Please copy every line from the following entries in which the word "Poniente" appears.

Provided entries =
———

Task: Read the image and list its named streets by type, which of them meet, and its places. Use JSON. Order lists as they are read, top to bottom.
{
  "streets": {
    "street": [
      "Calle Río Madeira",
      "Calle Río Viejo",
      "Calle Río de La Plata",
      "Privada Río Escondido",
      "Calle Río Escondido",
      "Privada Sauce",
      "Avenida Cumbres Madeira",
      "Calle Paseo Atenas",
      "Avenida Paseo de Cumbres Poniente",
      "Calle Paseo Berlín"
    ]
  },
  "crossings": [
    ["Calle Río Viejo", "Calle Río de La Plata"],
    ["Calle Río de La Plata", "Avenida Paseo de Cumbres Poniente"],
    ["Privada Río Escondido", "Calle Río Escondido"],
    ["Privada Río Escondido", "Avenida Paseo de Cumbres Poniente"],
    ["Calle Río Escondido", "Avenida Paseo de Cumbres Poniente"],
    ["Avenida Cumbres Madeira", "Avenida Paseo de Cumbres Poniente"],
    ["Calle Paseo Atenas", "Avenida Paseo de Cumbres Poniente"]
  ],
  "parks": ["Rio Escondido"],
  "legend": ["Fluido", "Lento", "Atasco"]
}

———

Exercise result =
      "Avenida Paseo de Cumbres Poniente",
    ["Calle Río de La Plata", "Avenida Paseo de Cumbres Poniente"],
    ["Privada Río Escondido", "Avenida Paseo de Cumbres Poniente"],
    ["Calle Río Escondido", "Avenida Paseo de Cumbres Poniente"],
    ["Avenida Cumbres Madeira", "Avenida Paseo de Cumbres Poniente"],
    ["Calle Paseo Atenas", "Avenida Paseo de Cumbres Poniente"]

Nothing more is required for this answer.